Berdasarkan informasi yang berhasil dirangkum awak media, Supardi diberhentikan sejak awal Januari 2025 lalu. Ia diberhentikan oleh DPW PPP Sumatera Utara karena dinilai melanggar AD/ART Partai.
"Infonya dia (Supardi_red) karena melanggar etika moral dan penyelewengan anggaran. Kabarnya sejak awal Januari lalu (diberhentikannya)," sebut sang sumber yang namanya minta dirahasiakan.
Terkait hal itu, awak media mencoba melakukan konfirmasi kepada Supardi. Namun hingga berita ini diturunkan, nomor selulernya tidak dapat dihubungi.
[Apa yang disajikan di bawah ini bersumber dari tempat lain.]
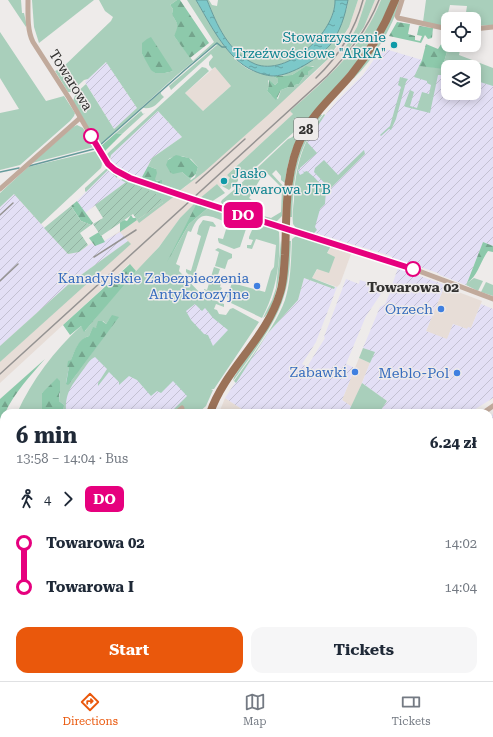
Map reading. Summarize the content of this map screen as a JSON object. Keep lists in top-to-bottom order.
{
  "streets": {
    "main road": ["28"],
    "street": ["Towarowa"]
  },
  "crossings": [
    ["Towarowa", "28"]
  ],
  "places": [
    "Stowarzyszenie Trzeźwościowe \"ARKA\"",
    "Jasło Towarowa JTB",
    "Towarowa 02",
    "Kanadyjskie Zabezpieczenia Antykorozyjne",
    "Orzech",
    "Zabawki",
    "Meblo-Pol"
  ],
  "lines": ["bus line DO"],
  "page": {
    "on_map": "DO",
    "heading": ["6 min", "13:58 – 14:04 · Bus", "6.24 zł"],
    "legs": ["4", "DO"],
    "list": [
      {
        "name": "Towarowa 02",
        "value": "14:02"
      },
      {
        "name": "Towarowa I",
        "value": "14:04"
      }
    ],
    "buttons": ["Start", "Tickets"],
    "tabs": ["Directions", "Map", "Tickets"]
  }
}
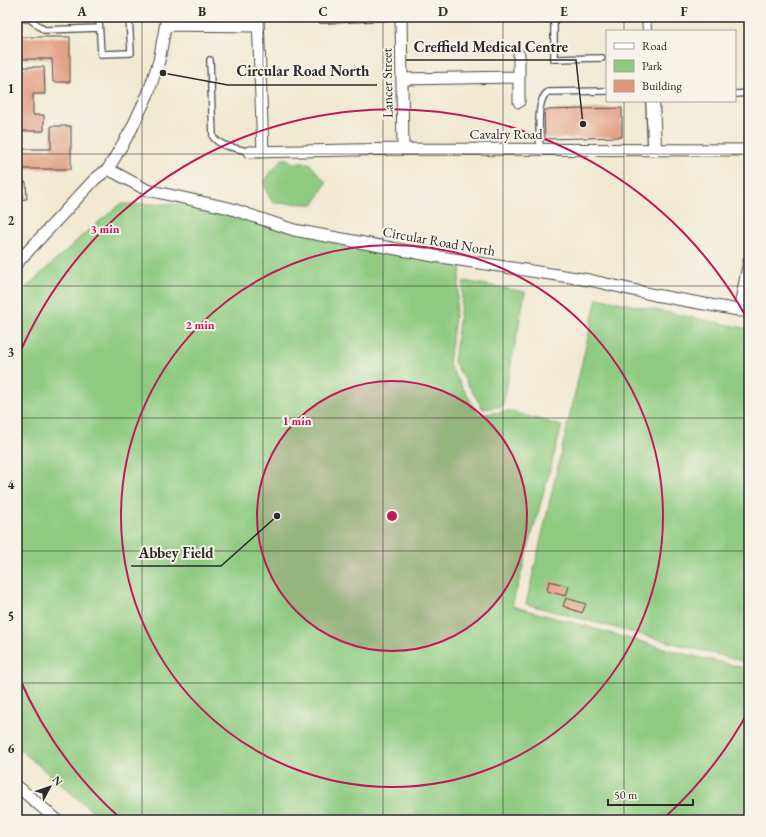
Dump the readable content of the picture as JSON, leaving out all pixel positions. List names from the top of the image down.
{
  "streets": {
    "street": ["Lancer Street", "Cavalry Road", "Circular Road North"]
  },
  "crossings": [
    ["Lancer Street", "Cavalry Road"]
  ],
  "places": ["Circular Road North", "Creffield Medical Centre", "Abbey Field"],
  "legend": ["Road", "Park", "Building"],
  "scale_bar": "50 m",
  "north": "top right",
  "grid": {
    "columns": [
      "A",
      "B",
      "C",
      "D",
      "E",
      "F"
    ],
    "rows": [
      "1",
      "2",
      "3",
      "4",
      "5",
      "6"
    ]
  },
  "rings": ["3 min", "2 min", "1 min"]
}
Sementara itu, Wakil Ketua DPW PPP Sumatera Utara, Irhamsyah Putra Pohan, saat dikonfirmasi awak media, Senin (24/2) belum dapat memastikan kabar tersebut karena hingga saat ini pihaknya belum menerima SK pemberhentian.
Pun begitu, pria yang akrab disapa I'am tersebut terkesan tidak menampik kabar itu sembari mengatakan akan menunggu informasi dari pengurus harian DPW PPP Sumatera Utara.
"Kabarnya memang seperti itu. Tapi saya belum mendapat informasi lebih jelas dari pengurus harian DPW. Untuk SK nya pun belum kami terima," sebut I'am diakhir ucapannya.